Abstractive opinion summarization system (SelSum) and the largest dataset of Amazon product summaries (AmaSum). EMNLP 2021 conference paper.

Arthur Bražinskas

Last update: Jan 1, 2023

Related tags

Deep Learning natural-language-processing reinforcement-learning deep-learning amazon summarization opinion-mining variational-inference natural-language-understanding

Overview

Learning Opinion Summarizers by Selecting Informative Reviews

This repository contains the codebase and the dataset for the corresponding EMNLP 2021 paper. Please star the repository and cite the paper if you find it useful.

SelSum is a probabilistic (latent) model that selects informative reviews from large collections and subsequently summarizes them as shown in the diagram below.

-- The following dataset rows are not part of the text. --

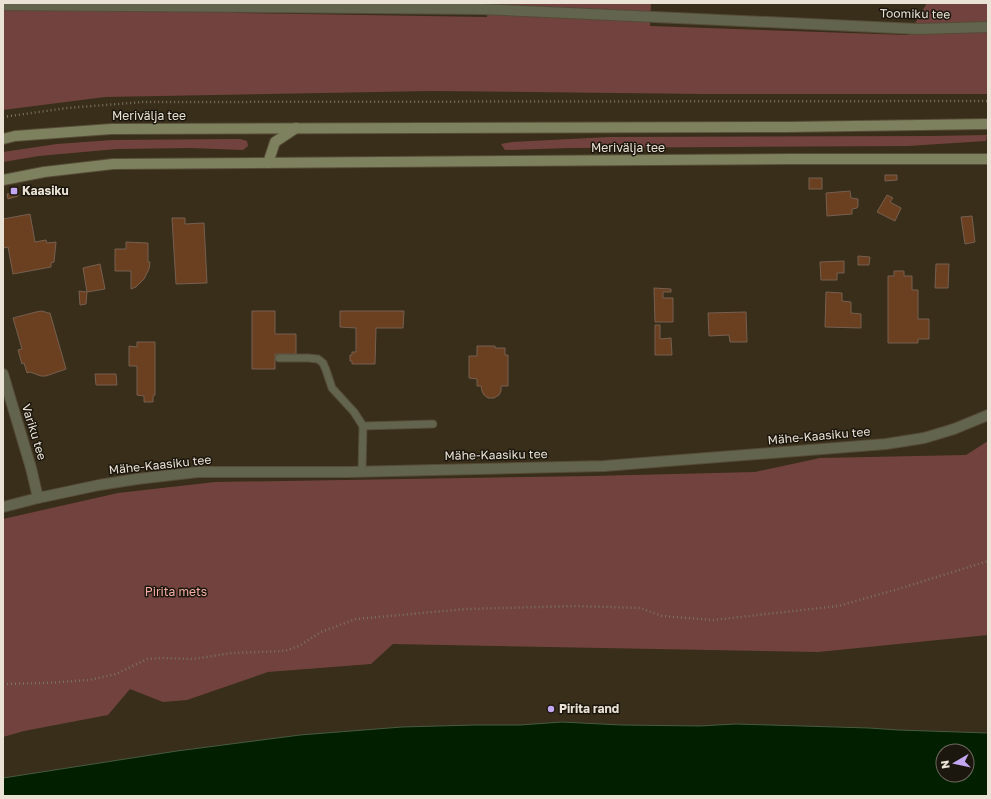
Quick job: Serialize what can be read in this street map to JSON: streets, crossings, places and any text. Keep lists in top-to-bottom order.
{
  "streets": {
    "main road": ["Merivälja tee"],
    "street": ["Toomiku tee", "Variku tee", "Mähe-Kaasiku tee"]
  },
  "crossings": [
    ["Variku tee", "Mähe-Kaasiku tee"]
  ],
  "parks": ["Pirita mets"],
  "places": {
    "transit": ["Kaasiku"],
    "other": ["Pirita rand"]
  },
  "north": "left"
}
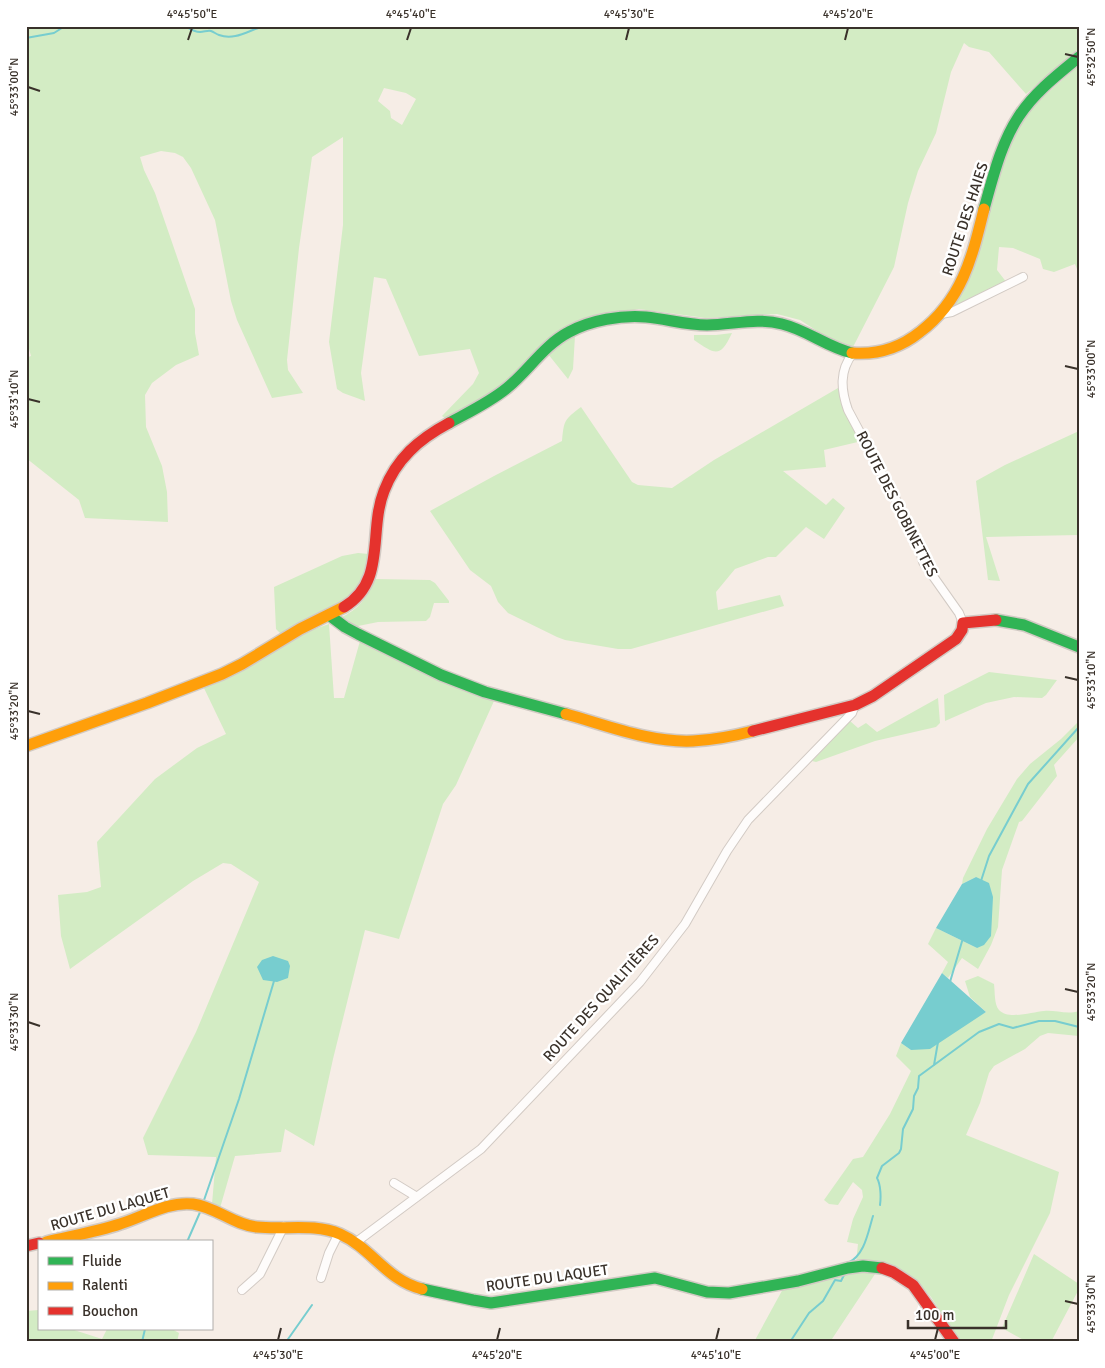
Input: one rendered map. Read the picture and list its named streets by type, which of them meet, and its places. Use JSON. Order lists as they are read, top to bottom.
{
  "streets": {
    "street": [
      "ROUTE DES HAIES",
      "ROUTE DES GOBINETTES",
      "ROUTE DES QUALITIÈRES",
      "ROUTE DU LAQUET"
    ]
  },
  "crossings": [
    ["ROUTE DES HAIES", "ROUTE DES GOBINETTES"],
    ["ROUTE DES GOBINETTES", "ROUTE DES QUALITIÈRES"],
    ["ROUTE DES QUALITIÈRES", "ROUTE DU LAQUET"]
  ],
  "legend": ["Fluide", "Ralenti", "Bouchon"],
  "scale_bar": "100 m",
  "coordinates": [
    "4°45'50\"E",
    "4°45'40\"E",
    "4°45'30\"E",
    "4°45'20\"E",
    "45°32'50\"N",
    "45°33'00\"N",
    "45°33'10\"N",
    "45°33'20\"N",
    "45°33'30\"N",
    "4°45'10\"E",
    "4°45'00\"E"
  ]
}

AmaSum is the largest abstractive opinion summarization dataset, consisting of more than 33,000 human-written summaries for Amazon products. Each summary is paired, on average, with more than 320 customer reviews. Summaries consist of verdicts, pros, and cons, see the example below.

Verdict: The Olympus Evolt E-500 is a compact, easy-to-use digital SLR camera with a broad feature set for its class and very nice photo quality overall.

Pros:

Compact design
Strong autofocus performance even in low-light situations
Intuitive and easy-to-navigate menu system
Wide range of automated and manual features to appeal to both serious hobbyists and curious SLR newcomers

Cons:

Unreliable automatic white balance in some conditions
Slow start-up time when dust reduction is enabled
Compatible Zuiko lenses don't indicate focal distance

1. Setting up

1.1. Environment

The easiest way to proceed is to create a separate conda environment with Python 3.7.0.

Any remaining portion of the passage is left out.